Required work: An exact, complete copy of the entries is what is needed.

Given records:
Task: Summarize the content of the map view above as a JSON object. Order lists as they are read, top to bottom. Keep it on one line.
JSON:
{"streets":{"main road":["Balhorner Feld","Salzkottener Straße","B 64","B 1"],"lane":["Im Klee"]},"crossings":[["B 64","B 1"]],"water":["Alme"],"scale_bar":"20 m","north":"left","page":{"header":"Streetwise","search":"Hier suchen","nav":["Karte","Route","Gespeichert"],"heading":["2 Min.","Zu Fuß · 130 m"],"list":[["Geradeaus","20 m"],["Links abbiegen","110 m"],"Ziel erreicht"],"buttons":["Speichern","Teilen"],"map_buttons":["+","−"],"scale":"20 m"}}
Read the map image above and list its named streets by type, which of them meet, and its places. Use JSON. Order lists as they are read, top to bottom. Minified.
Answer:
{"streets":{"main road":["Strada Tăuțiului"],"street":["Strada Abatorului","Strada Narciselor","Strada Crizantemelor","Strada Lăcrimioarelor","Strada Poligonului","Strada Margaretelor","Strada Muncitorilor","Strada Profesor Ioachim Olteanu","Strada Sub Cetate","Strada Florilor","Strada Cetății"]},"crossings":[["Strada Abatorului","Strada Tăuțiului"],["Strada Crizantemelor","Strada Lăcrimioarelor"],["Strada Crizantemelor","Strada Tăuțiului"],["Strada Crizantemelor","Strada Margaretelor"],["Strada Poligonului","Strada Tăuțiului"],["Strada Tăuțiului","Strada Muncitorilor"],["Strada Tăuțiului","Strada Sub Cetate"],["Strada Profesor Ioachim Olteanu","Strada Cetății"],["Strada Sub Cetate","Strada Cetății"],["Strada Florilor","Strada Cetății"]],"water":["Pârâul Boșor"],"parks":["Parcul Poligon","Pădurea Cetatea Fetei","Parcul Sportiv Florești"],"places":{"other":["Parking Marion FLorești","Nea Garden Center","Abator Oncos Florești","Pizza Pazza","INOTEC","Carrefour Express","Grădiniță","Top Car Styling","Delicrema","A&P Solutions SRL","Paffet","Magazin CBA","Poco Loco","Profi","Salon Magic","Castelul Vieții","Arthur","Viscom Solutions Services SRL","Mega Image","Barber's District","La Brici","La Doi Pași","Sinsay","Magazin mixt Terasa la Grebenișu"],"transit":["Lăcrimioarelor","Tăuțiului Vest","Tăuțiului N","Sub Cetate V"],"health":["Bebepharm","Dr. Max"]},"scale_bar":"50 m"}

Response area:
Task: Summarize the content of the map view above as a JSON object. Order lists as they are read, top to bottom. Keep it on one line.
JSON:
{"streets":{"main road":["Balhorner Feld","Salzkottener Straße","B 64","B 1"],"lane":["Im Klee"]},"crossings":[["B 64","B 1"]],"water":["Alme"],"scale_bar":"20 m","north":"left","page":{"header":"Streetwise","search":"Hier suchen","nav":["Karte","Route","Gespeichert"],"heading":["2 Min.","Zu Fuß · 130 m"],"list":[["Geradeaus","20 m"],["Links abbiegen","110 m"],"Ziel erreicht"],"buttons":["Speichern","Teilen"],"map_buttons":["+","−"],"scale":"20 m"}}
Read the map image above and list its named streets by type, which of them meet, and its places. Use JSON. Order lists as they are read, top to bottom. Minified.
Answer:
{"streets":{"main road":["Strada Tăuțiului"],"street":["Strada Abatorului","Strada Narciselor","Strada Crizantemelor","Strada Lăcrimioarelor","Strada Poligonului","Strada Margaretelor","Strada Muncitorilor","Strada Profesor Ioachim Olteanu","Strada Sub Cetate","Strada Florilor","Strada Cetății"]},"crossings":[["Strada Abatorului","Strada Tăuțiului"],["Strada Crizantemelor","Strada Lăcrimioarelor"],["Strada Crizantemelor","Strada Tăuțiului"],["Strada Crizantemelor","Strada Margaretelor"],["Strada Poligonului","Strada Tăuțiului"],["Strada Tăuțiului","Strada Muncitorilor"],["Strada Tăuțiului","Strada Sub Cetate"],["Strada Profesor Ioachim Olteanu","Strada Cetății"],["Strada Sub Cetate","Strada Cetății"],["Strada Florilor","Strada Cetății"]],"water":["Pârâul Boșor"],"parks":["Parcul Poligon","Pădurea Cetatea Fetei","Parcul Sportiv Florești"],"places":{"other":["Parking Marion FLorești","Nea Garden Center","Abator Oncos Florești","Pizza Pazza","INOTEC","Carrefour Express","Grădiniță","Top Car Styling","Delicrema","A&P Solutions SRL","Paffet","Magazin CBA","Poco Loco","Profi","Salon Magic","Castelul Vieții","Arthur","Viscom Solutions Services SRL","Mega Image","Barber's District","La Brici","La Doi Pași","Sinsay","Magazin mixt Terasa la Grebenișu"],"transit":["Lăcrimioarelor","Tăuțiului Vest","Tăuțiului N","Sub Cetate V"],"health":["Bebepharm","Dr. Max"]},"scale_bar":"50 m"}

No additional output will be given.